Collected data
● ● ● ● ●

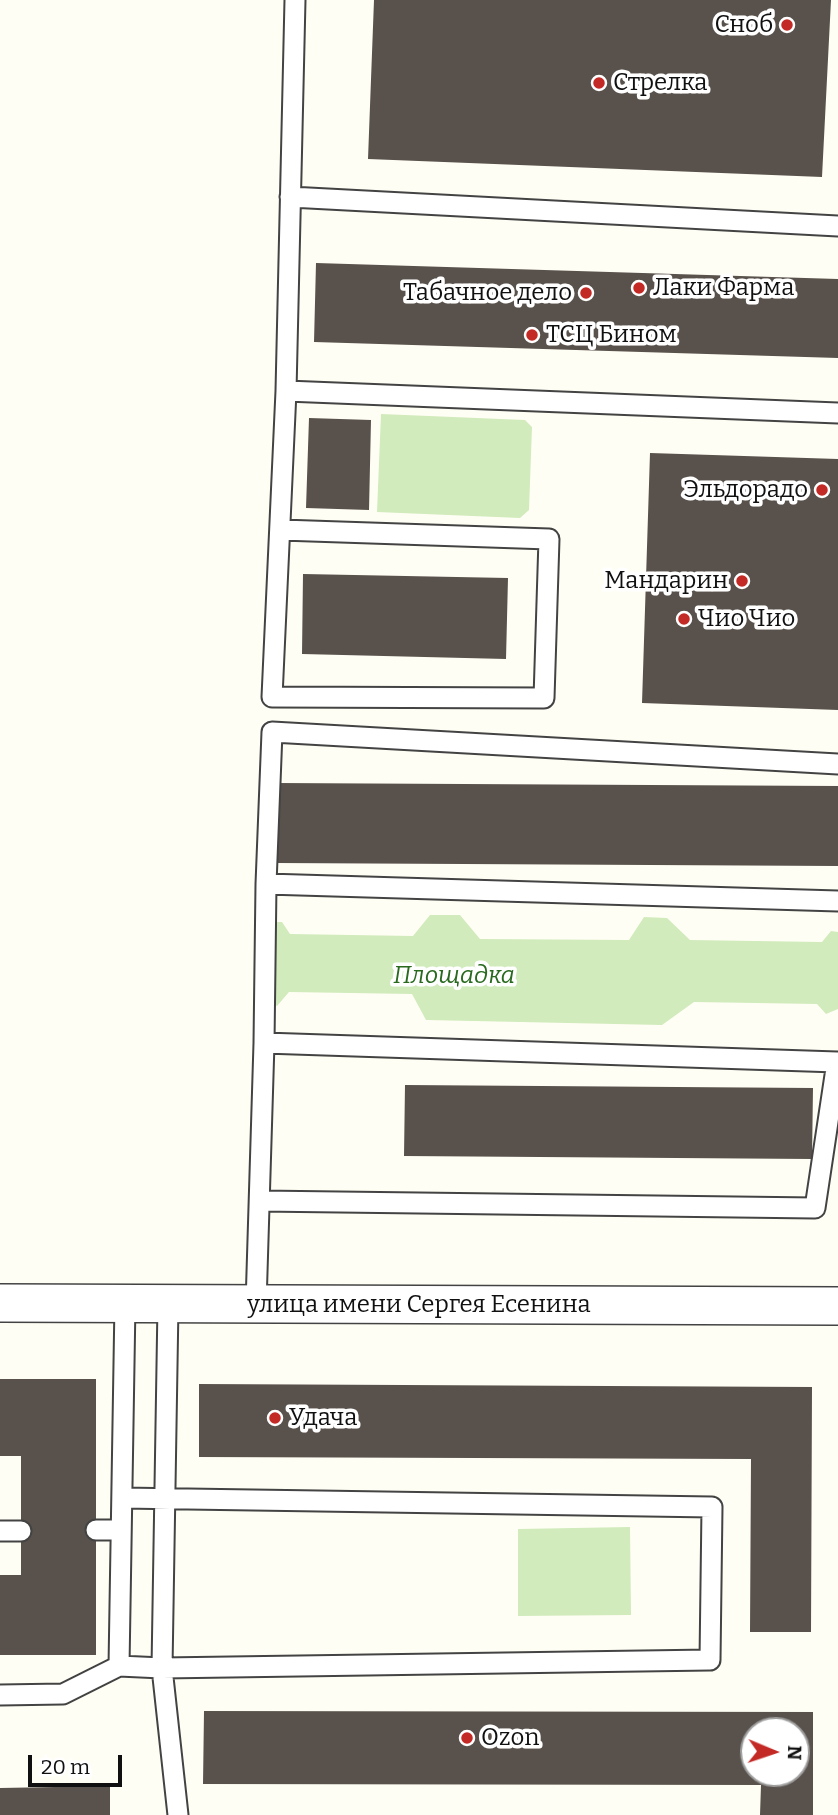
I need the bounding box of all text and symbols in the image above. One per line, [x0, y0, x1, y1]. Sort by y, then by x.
place label: Сноб [714, 11, 773, 39]
marker: Сноб [779, 17, 795, 33]
place label: Стрелка [613, 69, 708, 97]
marker: Стрелка [591, 75, 607, 91]
place label: Лаки Фарма [653, 274, 794, 302]
place label: Табачное дело [403, 279, 572, 307]
marker: Лаки Фарма [631, 280, 647, 296]
marker: Табачное дело [578, 285, 594, 301]
place label: ТСЦ Бином [546, 321, 677, 349]
marker: ТСЦ Бином [524, 327, 540, 343]
place label: Эльдорадо [683, 476, 808, 504]
marker: Эльдорадо [814, 482, 830, 498]
place label: Мандарин [604, 567, 728, 595]
marker: Мандарин [734, 573, 750, 589]
place label: Чио Чио [698, 605, 795, 633]
marker: Чио Чио [676, 611, 692, 627]
park label: Площадка [393, 962, 515, 990]
street label: улица имени Сергея Есенина [247, 1291, 591, 1319]
place label: Удача [289, 1404, 357, 1432]
marker: Удача [267, 1410, 283, 1426]
north arrow [740, 1717, 810, 1787]
place label: Ozon [481, 1724, 539, 1752]
marker: Ozon [459, 1730, 475, 1746]
scale bar [32, 1742, 126, 1786]
text: N [783, 1745, 806, 1760]
text: 20 m [41, 1754, 90, 1780]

● ● ● ● ●

Task instructions
Repeat the entries exactly, without pictures.

Output below
I need the bounding box of all text and symbols in the image above. One per line, [x0, y0, x1, y1]. Sort by y, then by x.
place label: Сноб [714, 11, 773, 39]
marker: Сноб [779, 17, 795, 33]
place label: Стрелка [613, 69, 708, 97]
marker: Стрелка [591, 75, 607, 91]
place label: Лаки Фарма [653, 274, 794, 302]
place label: Табачное дело [403, 279, 572, 307]
marker: Лаки Фарма [631, 280, 647, 296]
marker: Табачное дело [578, 285, 594, 301]
place label: ТСЦ Бином [546, 321, 677, 349]
marker: ТСЦ Бином [524, 327, 540, 343]
place label: Эльдорадо [683, 476, 808, 504]
marker: Эльдорадо [814, 482, 830, 498]
place label: Мандарин [604, 567, 728, 595]
marker: Мандарин [734, 573, 750, 589]
place label: Чио Чио [698, 605, 795, 633]
marker: Чио Чио [676, 611, 692, 627]
park label: Площадка [393, 962, 515, 990]
street label: улица имени Сергея Есенина [247, 1291, 591, 1319]
place label: Удача [289, 1404, 357, 1432]
marker: Удача [267, 1410, 283, 1426]
north arrow [740, 1717, 810, 1787]
place label: Ozon [481, 1724, 539, 1752]
marker: Ozon [459, 1730, 475, 1746]
scale bar [32, 1742, 126, 1786]
text: N [783, 1745, 806, 1760]
text: 20 m [41, 1754, 90, 1780]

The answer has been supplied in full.